Trusting and empowering individuals is important in community building.
Tough calls and disagreements are inevitable in open-source communities.
Shaping culture and incentive structures is crucial for community development.
Communities can become toxic if they don't proactively address problematic behavior.
Establishing what is not okay sets the tone for acceptable behavior in a community.
Intrinsic motivation is more effective than extrinsic rewards in open-source projects.
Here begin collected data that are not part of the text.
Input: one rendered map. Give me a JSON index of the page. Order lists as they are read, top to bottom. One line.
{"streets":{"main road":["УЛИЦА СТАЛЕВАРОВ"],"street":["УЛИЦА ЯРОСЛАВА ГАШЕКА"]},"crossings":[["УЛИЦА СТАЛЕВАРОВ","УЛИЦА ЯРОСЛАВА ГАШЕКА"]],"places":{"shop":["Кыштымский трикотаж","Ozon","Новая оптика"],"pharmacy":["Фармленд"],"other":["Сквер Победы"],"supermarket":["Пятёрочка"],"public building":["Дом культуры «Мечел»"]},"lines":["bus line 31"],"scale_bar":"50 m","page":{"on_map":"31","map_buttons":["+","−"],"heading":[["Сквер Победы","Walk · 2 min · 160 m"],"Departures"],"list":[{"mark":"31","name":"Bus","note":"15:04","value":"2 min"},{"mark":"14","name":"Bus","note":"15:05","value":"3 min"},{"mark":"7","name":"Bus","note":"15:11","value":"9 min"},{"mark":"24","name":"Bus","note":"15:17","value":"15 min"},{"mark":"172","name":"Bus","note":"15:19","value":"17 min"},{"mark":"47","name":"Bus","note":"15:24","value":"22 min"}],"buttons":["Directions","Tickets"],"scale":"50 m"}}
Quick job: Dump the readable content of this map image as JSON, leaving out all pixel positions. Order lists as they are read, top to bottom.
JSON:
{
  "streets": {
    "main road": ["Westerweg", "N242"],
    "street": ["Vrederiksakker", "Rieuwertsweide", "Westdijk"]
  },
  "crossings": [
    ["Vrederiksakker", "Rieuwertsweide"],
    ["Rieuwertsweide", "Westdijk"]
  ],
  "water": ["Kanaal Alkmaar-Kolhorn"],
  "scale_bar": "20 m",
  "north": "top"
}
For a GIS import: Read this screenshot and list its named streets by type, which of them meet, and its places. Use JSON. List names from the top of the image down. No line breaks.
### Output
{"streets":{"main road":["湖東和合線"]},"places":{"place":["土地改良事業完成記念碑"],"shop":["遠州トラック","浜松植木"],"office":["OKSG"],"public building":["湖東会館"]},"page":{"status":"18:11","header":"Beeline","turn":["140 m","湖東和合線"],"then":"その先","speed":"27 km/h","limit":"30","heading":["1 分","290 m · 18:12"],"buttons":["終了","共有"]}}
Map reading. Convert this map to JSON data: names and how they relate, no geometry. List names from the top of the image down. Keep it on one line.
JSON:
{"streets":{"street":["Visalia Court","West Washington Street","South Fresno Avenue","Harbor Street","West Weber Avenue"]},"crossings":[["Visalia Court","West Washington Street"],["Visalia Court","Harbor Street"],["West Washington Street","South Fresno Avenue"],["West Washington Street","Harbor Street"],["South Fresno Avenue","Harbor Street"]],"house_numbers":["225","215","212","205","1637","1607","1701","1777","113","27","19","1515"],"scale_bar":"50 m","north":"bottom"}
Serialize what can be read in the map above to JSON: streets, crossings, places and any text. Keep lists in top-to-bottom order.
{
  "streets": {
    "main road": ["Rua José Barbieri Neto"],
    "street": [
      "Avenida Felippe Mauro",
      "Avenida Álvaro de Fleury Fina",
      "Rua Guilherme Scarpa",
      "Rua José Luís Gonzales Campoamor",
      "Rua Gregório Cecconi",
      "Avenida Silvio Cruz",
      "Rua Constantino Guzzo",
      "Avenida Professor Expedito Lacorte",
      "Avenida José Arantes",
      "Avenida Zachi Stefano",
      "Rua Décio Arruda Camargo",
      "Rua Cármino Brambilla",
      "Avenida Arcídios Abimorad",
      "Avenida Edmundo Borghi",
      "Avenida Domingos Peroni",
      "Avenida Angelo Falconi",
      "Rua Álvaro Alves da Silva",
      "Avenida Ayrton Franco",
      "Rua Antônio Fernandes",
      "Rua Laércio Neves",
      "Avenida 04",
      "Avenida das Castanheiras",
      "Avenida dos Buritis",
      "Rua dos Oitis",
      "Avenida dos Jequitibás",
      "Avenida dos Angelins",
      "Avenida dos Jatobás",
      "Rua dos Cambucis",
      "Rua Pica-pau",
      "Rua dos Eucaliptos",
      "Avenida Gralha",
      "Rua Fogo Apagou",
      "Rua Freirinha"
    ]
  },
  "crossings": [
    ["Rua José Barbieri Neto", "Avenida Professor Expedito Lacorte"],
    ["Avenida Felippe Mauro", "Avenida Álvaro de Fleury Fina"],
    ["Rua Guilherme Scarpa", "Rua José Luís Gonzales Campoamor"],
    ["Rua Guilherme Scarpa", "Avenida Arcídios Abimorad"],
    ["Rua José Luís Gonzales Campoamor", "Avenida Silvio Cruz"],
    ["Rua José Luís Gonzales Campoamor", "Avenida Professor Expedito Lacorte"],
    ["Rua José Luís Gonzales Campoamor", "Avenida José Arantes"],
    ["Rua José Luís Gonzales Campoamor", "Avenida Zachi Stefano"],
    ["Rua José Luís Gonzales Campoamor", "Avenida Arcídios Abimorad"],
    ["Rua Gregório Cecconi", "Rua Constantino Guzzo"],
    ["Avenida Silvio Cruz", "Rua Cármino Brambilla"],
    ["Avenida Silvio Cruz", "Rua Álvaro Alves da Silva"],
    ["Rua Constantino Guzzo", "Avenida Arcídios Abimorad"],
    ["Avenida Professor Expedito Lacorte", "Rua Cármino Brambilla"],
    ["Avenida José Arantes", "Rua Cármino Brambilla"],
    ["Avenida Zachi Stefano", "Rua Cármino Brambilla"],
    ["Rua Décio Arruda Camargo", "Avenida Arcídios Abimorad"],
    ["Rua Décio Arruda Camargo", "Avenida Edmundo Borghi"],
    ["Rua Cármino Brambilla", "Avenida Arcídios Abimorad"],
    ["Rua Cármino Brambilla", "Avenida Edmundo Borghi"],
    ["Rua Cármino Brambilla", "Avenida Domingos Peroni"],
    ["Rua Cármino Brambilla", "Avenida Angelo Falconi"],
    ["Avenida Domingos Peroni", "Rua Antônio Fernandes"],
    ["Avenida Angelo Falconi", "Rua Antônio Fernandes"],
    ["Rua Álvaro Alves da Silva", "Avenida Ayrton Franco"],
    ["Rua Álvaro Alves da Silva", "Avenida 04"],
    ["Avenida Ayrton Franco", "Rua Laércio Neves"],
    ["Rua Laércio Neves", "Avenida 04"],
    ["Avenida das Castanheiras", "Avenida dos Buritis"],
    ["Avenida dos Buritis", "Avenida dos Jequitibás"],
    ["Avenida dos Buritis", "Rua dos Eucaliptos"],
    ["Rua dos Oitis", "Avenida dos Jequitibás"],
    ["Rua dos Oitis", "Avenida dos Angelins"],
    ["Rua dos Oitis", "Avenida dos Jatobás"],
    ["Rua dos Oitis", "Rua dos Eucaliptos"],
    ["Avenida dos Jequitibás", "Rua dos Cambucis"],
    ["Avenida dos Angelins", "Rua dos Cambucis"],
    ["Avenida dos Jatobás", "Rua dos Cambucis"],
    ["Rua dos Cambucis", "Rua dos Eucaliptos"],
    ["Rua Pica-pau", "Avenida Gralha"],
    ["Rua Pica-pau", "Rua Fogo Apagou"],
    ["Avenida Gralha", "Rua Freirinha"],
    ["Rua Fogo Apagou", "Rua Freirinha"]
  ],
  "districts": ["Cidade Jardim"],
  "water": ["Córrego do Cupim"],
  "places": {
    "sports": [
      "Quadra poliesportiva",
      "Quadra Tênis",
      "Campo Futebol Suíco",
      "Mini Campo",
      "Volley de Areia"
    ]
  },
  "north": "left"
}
Motivation and Recognition in Open Source

40:34 - 48:47

Open source works well when the motivation is intrinsic
Don't rely on extrinsic motivation to build a community
Recognize good quality work and hard work consistently over time
Provide various kinds of recognition to help contributors
PyTorch had breaking API changes, but they care about not breaking userline
Helped acquire Papers with Code and it worked out well
If rewriting PyTorch today, would use more Python and less C plus, take advantage of hardware and compiler advancements
Seeing a shift from traditional ML researchers/engineers to software developers using PyTorch without even realizing it
Thinking about how to react strategically to this changing dynamic
Worrying about the leverage dynamics and aligning with users' needs

Exploring Diverse Applications and Open Source Models

48:20 - 56:53

Hugging Face is a diversified platform that doesn't have a dominant vertical application.
Competition, especially friendly competition, is always helpful in pushing the field forward.
Jax is exploring a philosophical direction of functional deep learning.
GGML takes a full vertical integration approach to explore ideas like quantization and performance baselines.
TinyGrad explores the idea of using a reduced instruction set for deep learning.
Open source models provide empowerment and transparency, enabling access for individuals who can't afford expensive software.
The decision to open source models depends on what people value more and their beliefs about the safety and benefits of open sourcing.

The Future of AI and Robotics

56:27 - 1:04:26

Open source benefits outweigh not open sourcing
Society has the ability to adapt to disruptive changes
Working on a household robotics project to automate chores
Progress needed in hardware robotics, building the brain, and human-robot interaction
Not enough incentive in academia and industry for home robotics
Teaching robots through gestures, actions, and words
Expecting automation of home robotics in about seven years
Underrated aspect of machine learning is merging symbolic expert systems with neural networks
Biggest challenge of making machine learning work is constructing the loss function

Challenges and Requests in AI Development

1:04:05 - 1:08:34

AI development involves constructing the loss function carefully for desired outcomes.
People often underestimate the complexity of AI and expect it to solve everything easily.
The guest expresses appreciation for Aids and Bias, a product that is seamless and easy to use.
The guest suggests a future request for a system that allows adjustment of all aspects of training in a seamless way.
The host mentions a recently launched product called Weave that might fulfill the guest's request.